Non-parametric, parametric, and semi-parametric models

Written by:

Ylva B Almquist

It is easy to estimate and graph the survival function and hazard function: we can use non-parametric methods such as the Kaplan-Meier product-limit estimator (see Kaplan-Meier curves).

Alternatively, we can estimate the survival distribution based on parametric regression models – in this context often referred to accelerated failure time models (or location-scale models). Within this framework, there are many different types which all assume different shapes of the distribution (e.g. exponential, Weibull, log-normal, log-logistic, Gompertz, and generalised gamma). While these will not be covered in this guide, you can explore them in Stata if you want to:

More information
help stintreg

Then we have the proportional hazards model – or simply Cox regression – which is a semi-parametric type of model.
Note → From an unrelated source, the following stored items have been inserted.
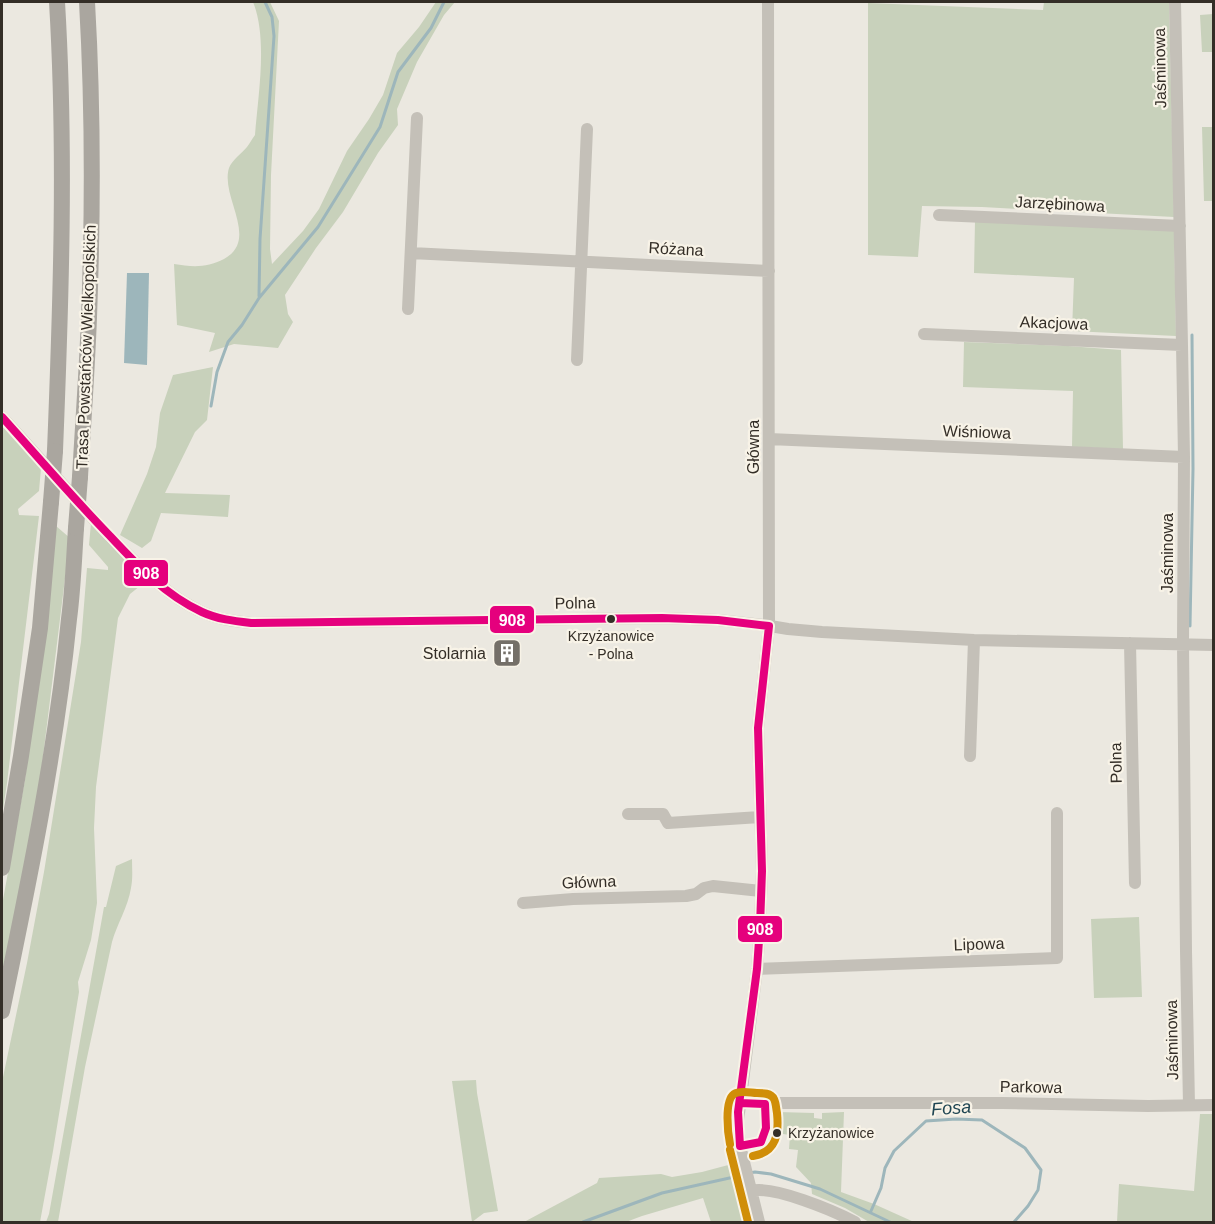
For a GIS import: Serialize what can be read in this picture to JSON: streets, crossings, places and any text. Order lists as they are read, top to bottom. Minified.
{"streets":{"highway":["Trasa Powstańców Wielkopolskich"],"street":["Jaśminowa","Jarzębinowa","Różana","Akacjowa","Wiśniowa","Główna","Polna","Lipowa","Parkowa"]},"crossings":[["Jaśminowa","Jarzębinowa"],["Jaśminowa","Akacjowa"],["Jaśminowa","Wiśniowa"],["Jaśminowa","Polna"],["Jaśminowa","Parkowa"],["Różana","Główna"],["Wiśniowa","Główna"],["Główna","Polna"],["Główna","Lipowa"],["Główna","Parkowa"]],"water":["Fosa"],"places":{"other":["Krzyżanowice - Polna","Krzyżanowice"],"building":["Stolarnia"]},"lines":["transit line 908"]}
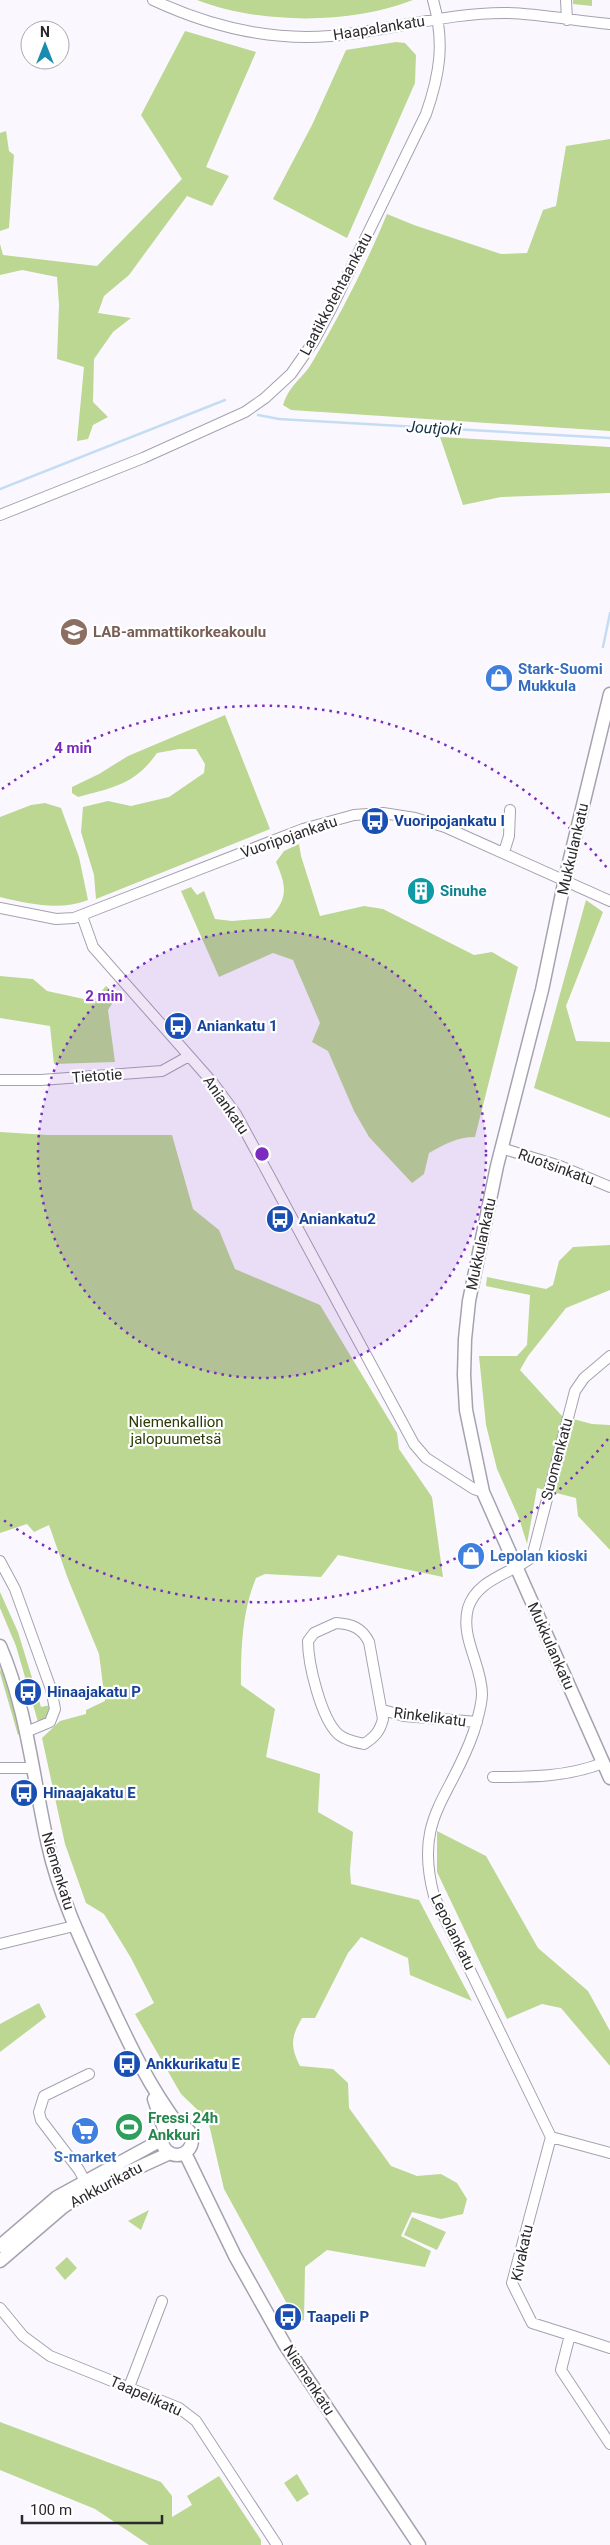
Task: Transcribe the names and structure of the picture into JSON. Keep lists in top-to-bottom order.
{
  "streets": {
    "street": [
      "Haapalankatu",
      "Laatikkotehtaankatu",
      "Vuoripojankatu",
      "Mukkulankatu",
      "Tietotie",
      "Aniankatu",
      "Ruotsinkatu",
      "Suomenkatu",
      "Rinkelikatu",
      "Niemenkatu",
      "Lepolankatu",
      "Ankkurikatu",
      "Kivakatu",
      "Taapelikatu"
    ]
  },
  "crossings": [
    ["Haapalankatu", "Laatikkotehtaankatu"],
    ["Vuoripojankatu", "Mukkulankatu"],
    ["Vuoripojankatu", "Aniankatu"],
    ["Mukkulankatu", "Aniankatu"],
    ["Mukkulankatu", "Ruotsinkatu"],
    ["Mukkulankatu", "Suomenkatu"],
    ["Mukkulankatu", "Lepolankatu"],
    ["Tietotie", "Aniankatu"],
    ["Suomenkatu", "Lepolankatu"],
    ["Rinkelikatu", "Lepolankatu"],
    ["Niemenkatu", "Ankkurikatu"],
    ["Lepolankatu", "Kivakatu"]
  ],
  "water": ["Joutjoki"],
  "parks": ["Niemenkallion jalopuumetsä"],
  "places": {
    "school or university": ["LAB-ammattikorkeakoulu"],
    "shop": ["Stark-Suomi Mukkula", "Lepolan kioski"],
    "bus stop": [
      "Vuoripojankatu I",
      "Aniankatu 1",
      "Aniankatu2",
      "Hinaajakatu P",
      "Hinaajakatu E",
      "Ankkurikatu E",
      "Taapeli P"
    ],
    "building": ["Sinuhe"],
    "sports": ["Fressi 24h Ankkuri"],
    "supermarket": ["S-market"]
  },
  "scale_bar": "100 m",
  "north": "top",
  "rings": ["4 min", "2 min"]
}
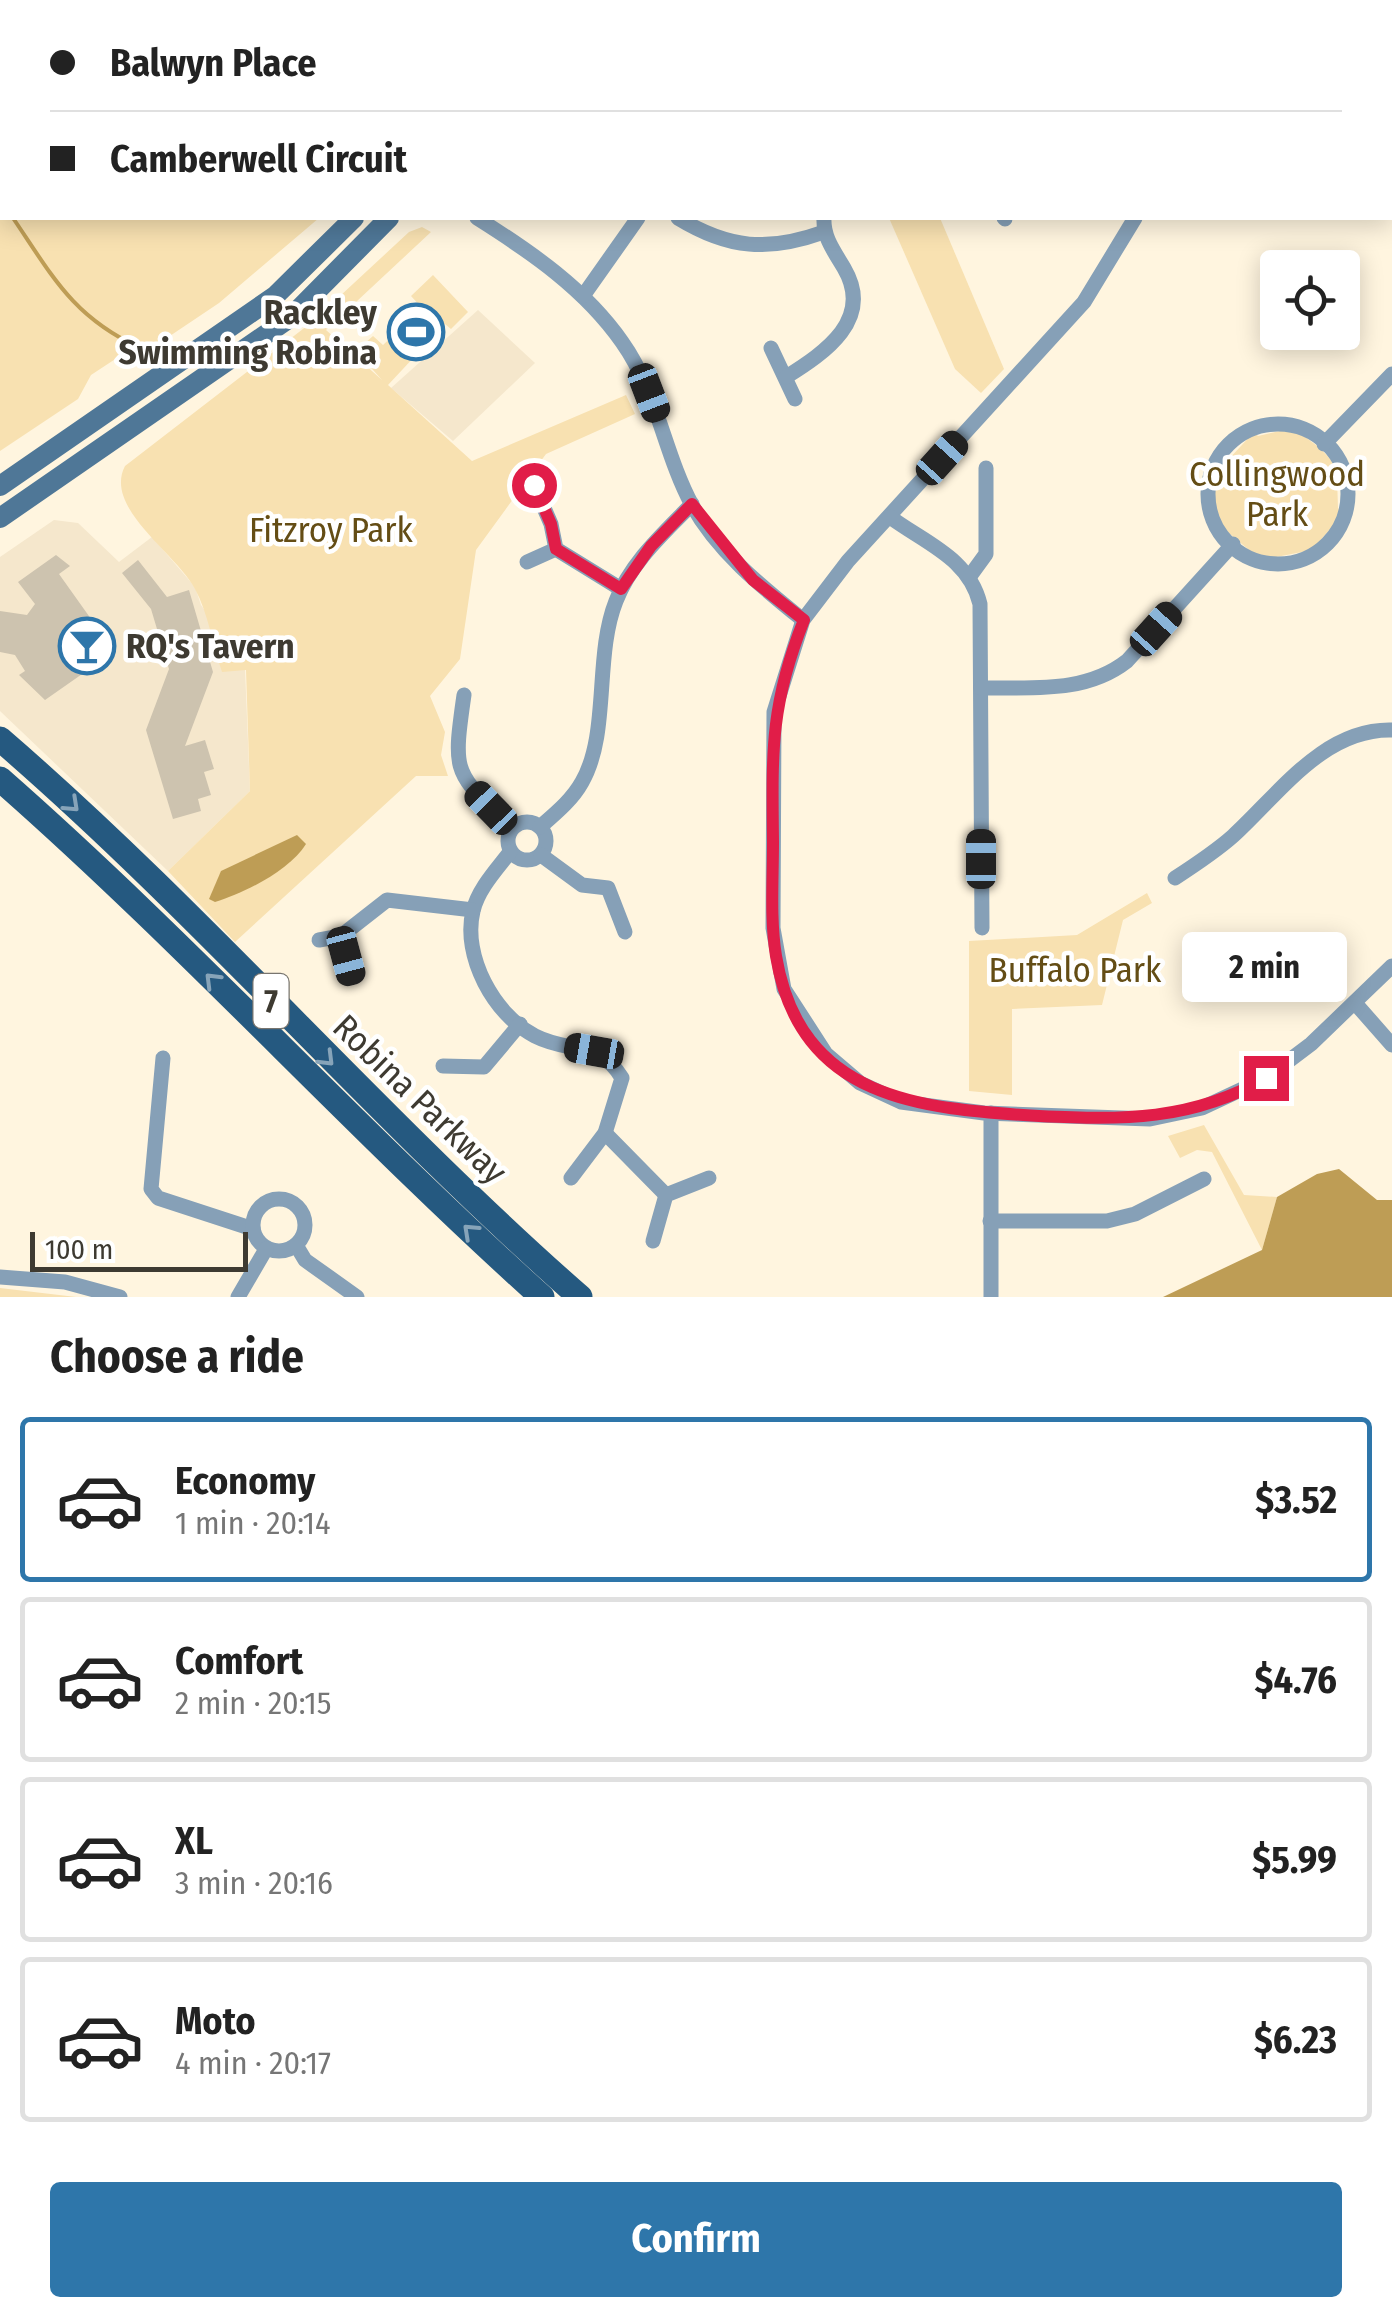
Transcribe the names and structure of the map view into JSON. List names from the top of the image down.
{
  "streets": {
    "main road": ["7", "Robina Parkway"]
  },
  "parks": ["Collingwood Park", "Fitzroy Park", "Buffalo Park"],
  "places": {
    "sports": ["Rackley Swimming Robina"],
    "bar": ["RQ's Tavern"]
  },
  "scale_bar": "100 m",
  "page": {
    "banner": ["Balwyn Place", "Camberwell Circuit"],
    "bubble": "2 min",
    "scale": "100 m",
    "heading": "Choose a ride",
    "list": [
      {
        "name": "Economy",
        "note": "1 min · 20:14",
        "value": "$3.52"
      },
      {
        "name": "Comfort",
        "note": "2 min · 20:15",
        "value": "$4.76"
      },
      {
        "name": "XL",
        "note": "3 min · 20:16",
        "value": "$5.99"
      },
      {
        "name": "Moto",
        "note": "4 min · 20:17",
        "value": "$6.23"
      }
    ],
    "buttons": "Confirm"
  }
}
Unlike non-parametric methods, proportional hazards models can account for more of the detail of the data. Additionally, they are more flexible compared to parametric models since there are fewer assumptions.

Note
For many (if not most) variables that capture events (i.e. case vs non-case), observational time/time at risk is relevant to consider. Yet, this information is not always available. Even when it is available, many researchers do not make any use of it and instead perform analyses suitable for binary outcomes, e.g. logistic regression.

Note
Although time-to-event is a continuous variable, it is seldom a feasible alternative to apply a linear regression. This is primarily due to the incapability of linear regression models to account for censoring, but also because time-to-event variables often have a skewed distribution.

Note
In some instances, Poisson regression is a viable alternative to Cox regression. This is for example the case when data are grouped (i.e. aggregated).